- [Required action]:
Please find every line in the entries below that contains the string "image", and copy it.

*** Opening Extracted data ***

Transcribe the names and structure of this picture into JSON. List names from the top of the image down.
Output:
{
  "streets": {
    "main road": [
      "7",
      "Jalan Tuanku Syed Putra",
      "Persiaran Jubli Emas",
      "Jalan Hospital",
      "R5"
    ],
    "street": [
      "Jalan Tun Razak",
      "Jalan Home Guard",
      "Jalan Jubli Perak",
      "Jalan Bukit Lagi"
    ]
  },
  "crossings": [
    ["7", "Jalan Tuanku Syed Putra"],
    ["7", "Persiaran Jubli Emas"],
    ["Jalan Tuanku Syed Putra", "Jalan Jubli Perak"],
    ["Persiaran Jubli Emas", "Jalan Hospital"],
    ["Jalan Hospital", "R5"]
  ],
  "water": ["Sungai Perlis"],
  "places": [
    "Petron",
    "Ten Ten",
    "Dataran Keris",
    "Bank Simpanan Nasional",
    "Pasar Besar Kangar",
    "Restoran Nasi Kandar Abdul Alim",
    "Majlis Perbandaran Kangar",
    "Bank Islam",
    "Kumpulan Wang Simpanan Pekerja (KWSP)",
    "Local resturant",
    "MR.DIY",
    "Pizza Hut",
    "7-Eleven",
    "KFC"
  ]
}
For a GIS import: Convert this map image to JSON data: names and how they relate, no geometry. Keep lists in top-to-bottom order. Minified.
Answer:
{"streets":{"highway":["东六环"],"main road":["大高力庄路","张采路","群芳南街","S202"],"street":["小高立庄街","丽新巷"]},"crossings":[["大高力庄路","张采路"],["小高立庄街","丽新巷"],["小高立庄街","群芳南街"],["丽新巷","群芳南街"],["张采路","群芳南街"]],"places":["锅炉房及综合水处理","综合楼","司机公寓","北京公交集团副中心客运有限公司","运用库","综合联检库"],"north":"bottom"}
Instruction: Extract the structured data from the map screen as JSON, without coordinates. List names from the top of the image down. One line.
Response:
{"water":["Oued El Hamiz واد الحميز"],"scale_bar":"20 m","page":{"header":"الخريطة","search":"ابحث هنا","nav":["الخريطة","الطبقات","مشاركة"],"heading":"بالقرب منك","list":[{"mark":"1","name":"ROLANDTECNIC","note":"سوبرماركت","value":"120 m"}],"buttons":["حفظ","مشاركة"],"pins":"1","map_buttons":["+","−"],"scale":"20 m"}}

*** Closing Extracted data ***

- [Answer box]:
Transcribe the names and structure of this picture into JSON. List names from the top of the image down.
For a GIS import: Convert this map image to JSON data: names and how they relate, no geometry. Keep lists in top-to-bottom order. Minified.
Instruction: Extract the structured data from the map screen as JSON, without coordinates. List names from the top of the image down. One line.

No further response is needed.